Set down every record below exactly as it stands, minus the pictures.

[Stored data entries]
====

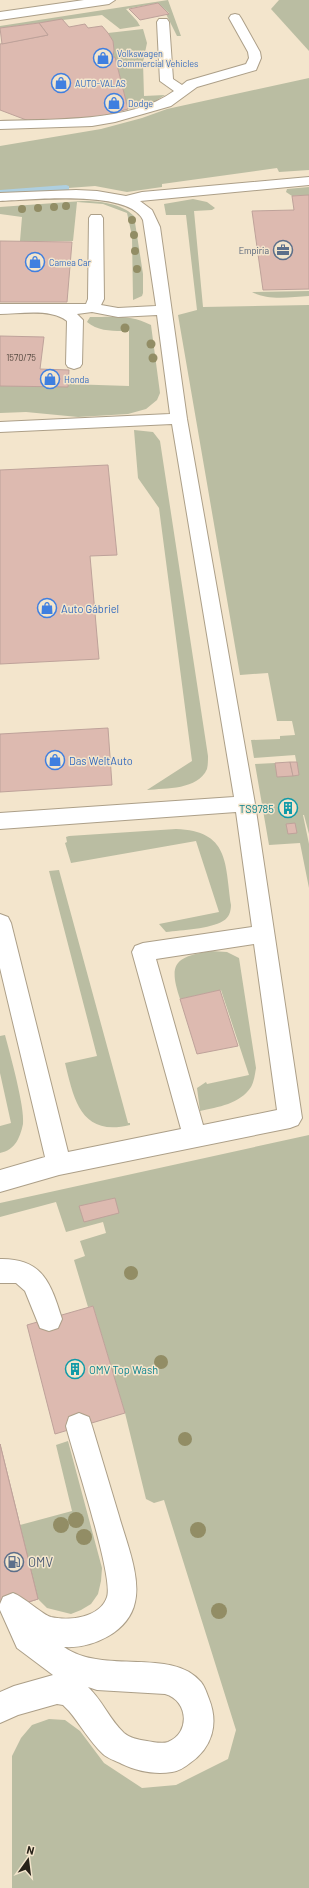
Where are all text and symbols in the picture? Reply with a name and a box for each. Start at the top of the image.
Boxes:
shop icon: Volkswagen Commercial Vehicles [92,47,114,69]
place label: Volkswagen Commercial Vehicles [117,48,198,69]
shop icon: AUTO-VALAS [50,72,72,94]
place label: AUTO-VALAS [75,78,126,89]
shop icon: Dodge [103,92,125,114]
place label: Dodge [128,98,153,109]
office icon: Empiria [272,239,294,261]
place label: Empiria [239,245,269,256]
shop icon: Camea Car [24,251,46,273]
place label: Camea Car [49,257,92,268]
house number: 1570/75 [6,352,36,363]
shop icon: Honda [39,368,61,390]
place label: Honda [64,374,89,385]
shop icon: Auto Gábriel [36,597,58,619]
place label: Auto Gábriel [61,602,119,615]
shop icon: Das WeltAuto [44,749,66,771]
place label: Das WeltAuto [69,754,133,767]
building icon: TS9785 [277,797,299,819]
place label: TS9785 [239,802,274,815]
building icon: OMV Top Wash [64,1358,86,1380]
place label: OMV Top Wash [89,1363,158,1376]
fuel station icon: OMV [3,1551,25,1573]
place label: OMV [28,1554,53,1570]
north arrow [8,1840,48,1880]
text: N [25,1843,36,1857]

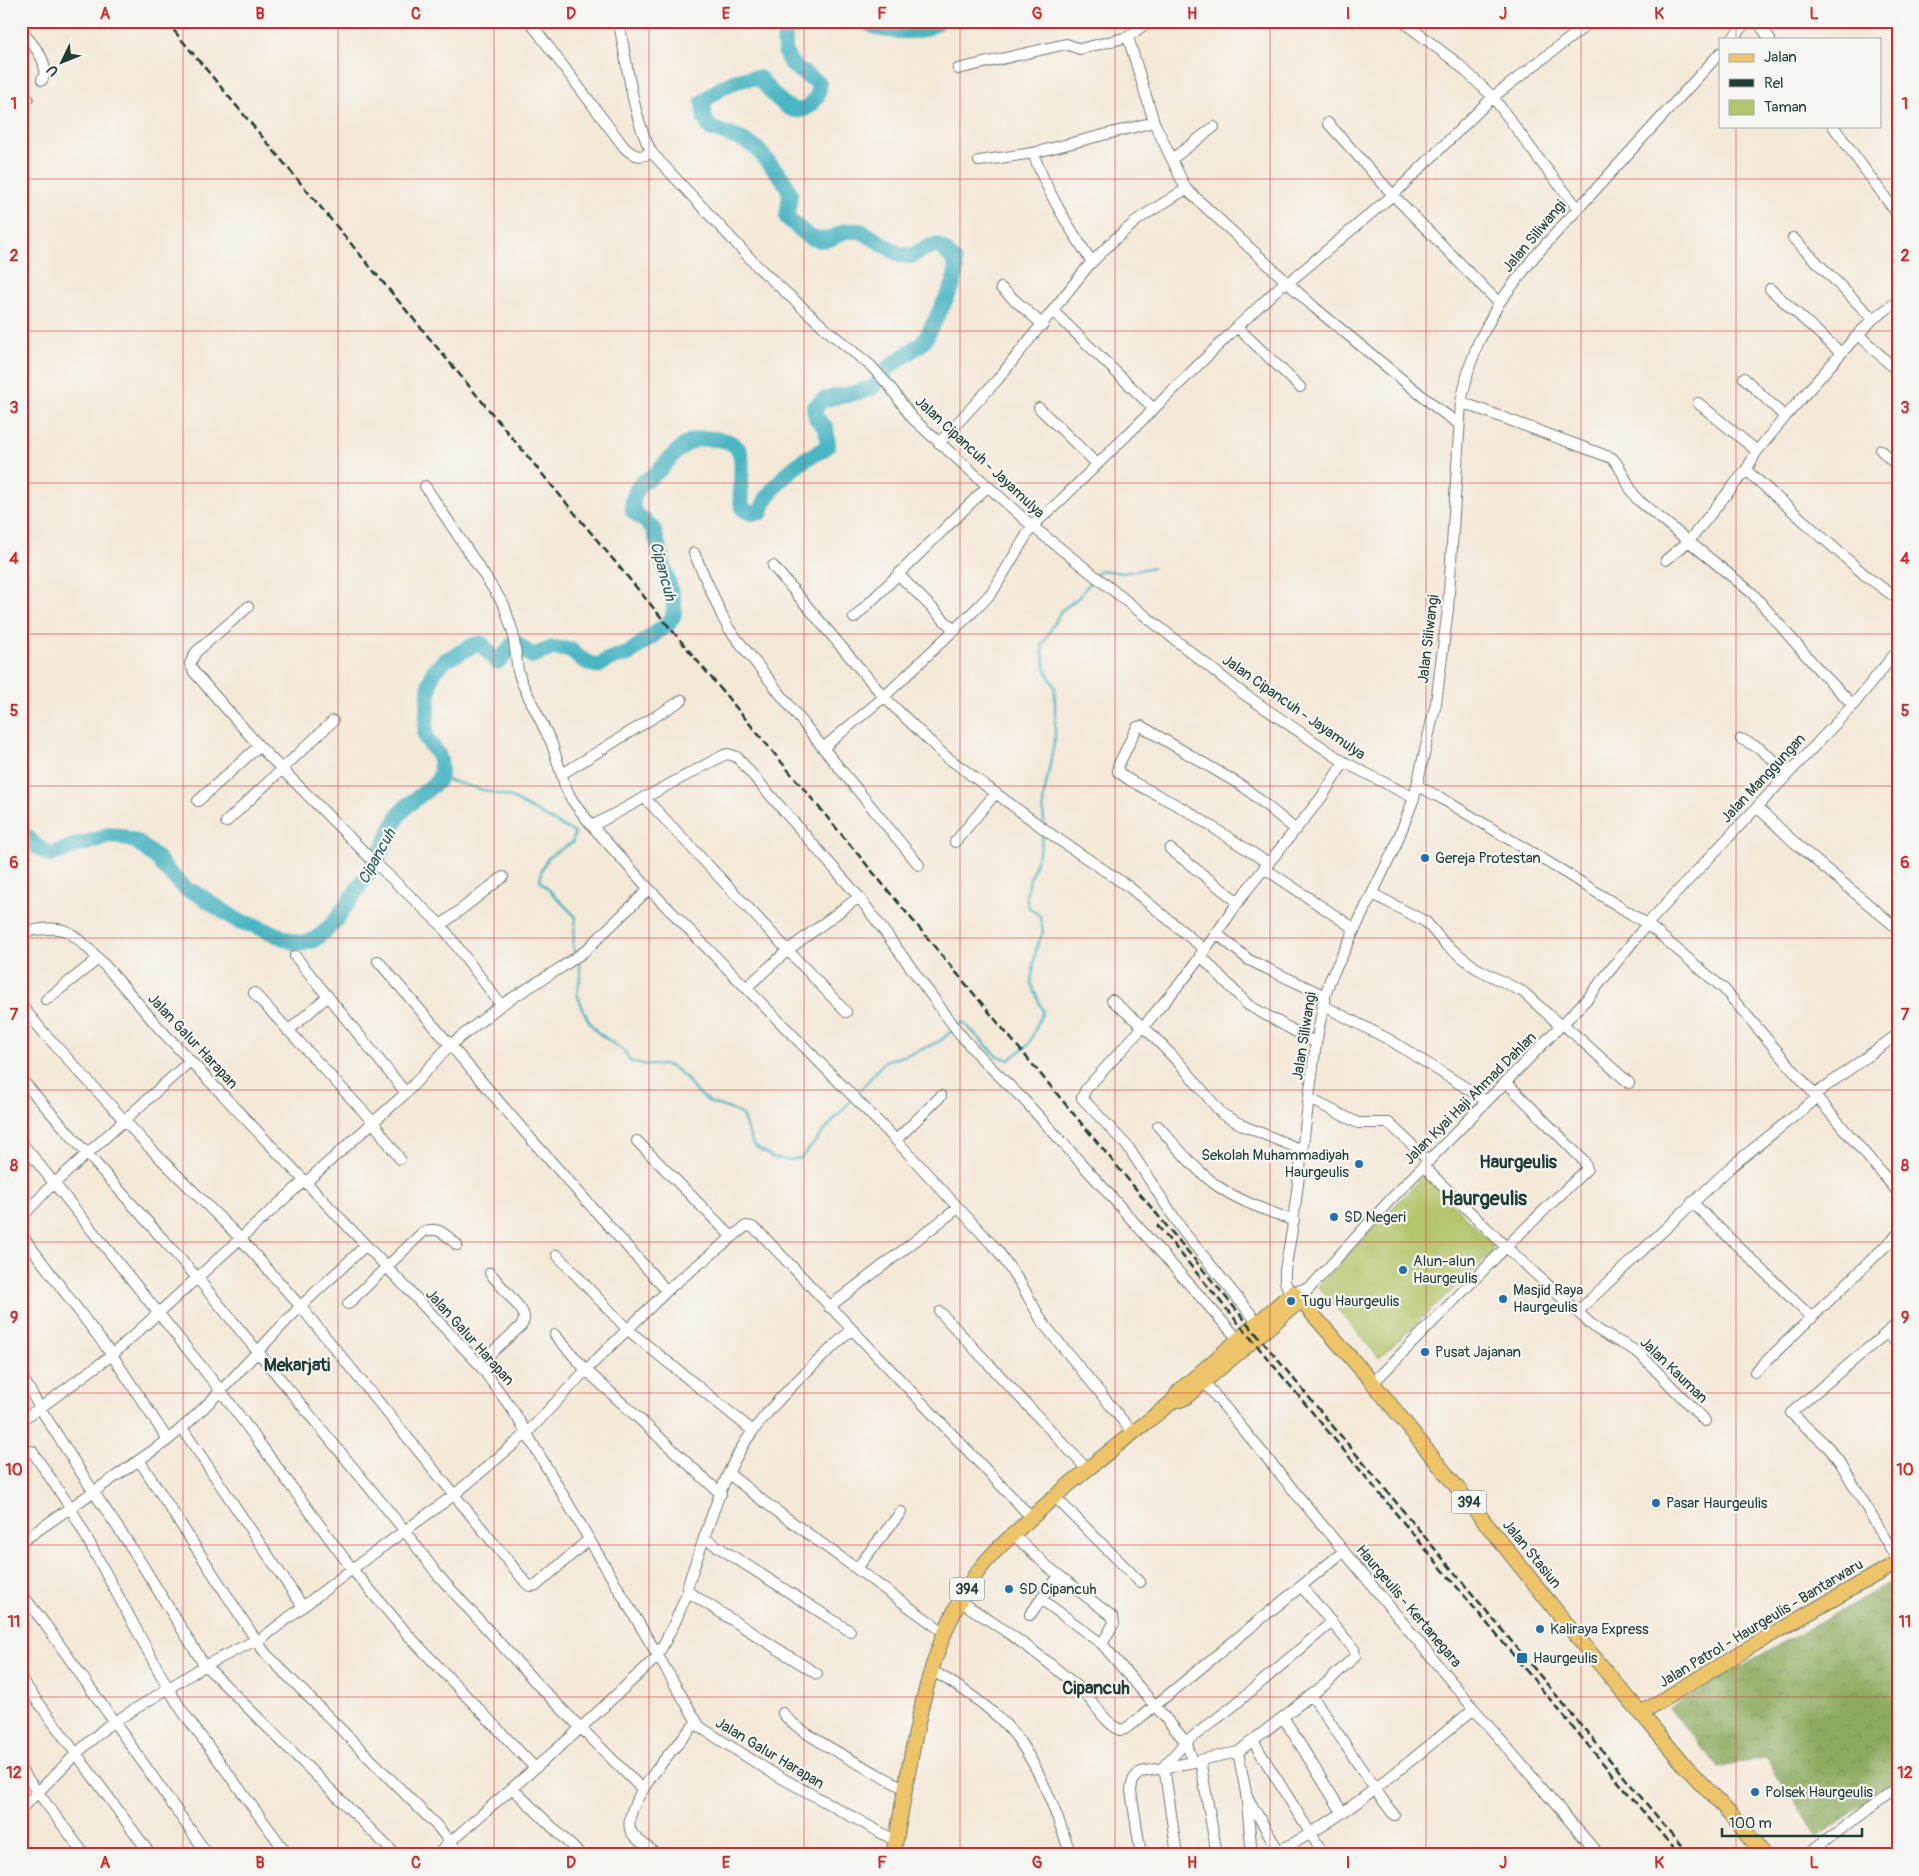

====

* **Task solution**
Where are all text and symbols in the picture? Reply with a name and a box for each. Start at the top of the image.
Boxes:
shop icon: Volkswagen Commercial Vehicles [92,47,114,69]
place label: Volkswagen Commercial Vehicles [117,48,198,69]
shop icon: AUTO-VALAS [50,72,72,94]
place label: AUTO-VALAS [75,78,126,89]
shop icon: Dodge [103,92,125,114]
place label: Dodge [128,98,153,109]
office icon: Empiria [272,239,294,261]
place label: Empiria [239,245,269,256]
shop icon: Camea Car [24,251,46,273]
place label: Camea Car [49,257,92,268]
house number: 1570/75 [6,352,36,363]
shop icon: Honda [39,368,61,390]
place label: Honda [64,374,89,385]
shop icon: Auto Gábriel [36,597,58,619]
place label: Auto Gábriel [61,602,119,615]
shop icon: Das WeltAuto [44,749,66,771]
place label: Das WeltAuto [69,754,133,767]
building icon: TS9785 [277,797,299,819]
place label: TS9785 [239,802,274,815]
building icon: OMV Top Wash [64,1358,86,1380]
place label: OMV Top Wash [89,1363,158,1376]
fuel station icon: OMV [3,1551,25,1573]
place label: OMV [28,1554,53,1570]
north arrow [8,1840,48,1880]
text: N [25,1843,36,1857]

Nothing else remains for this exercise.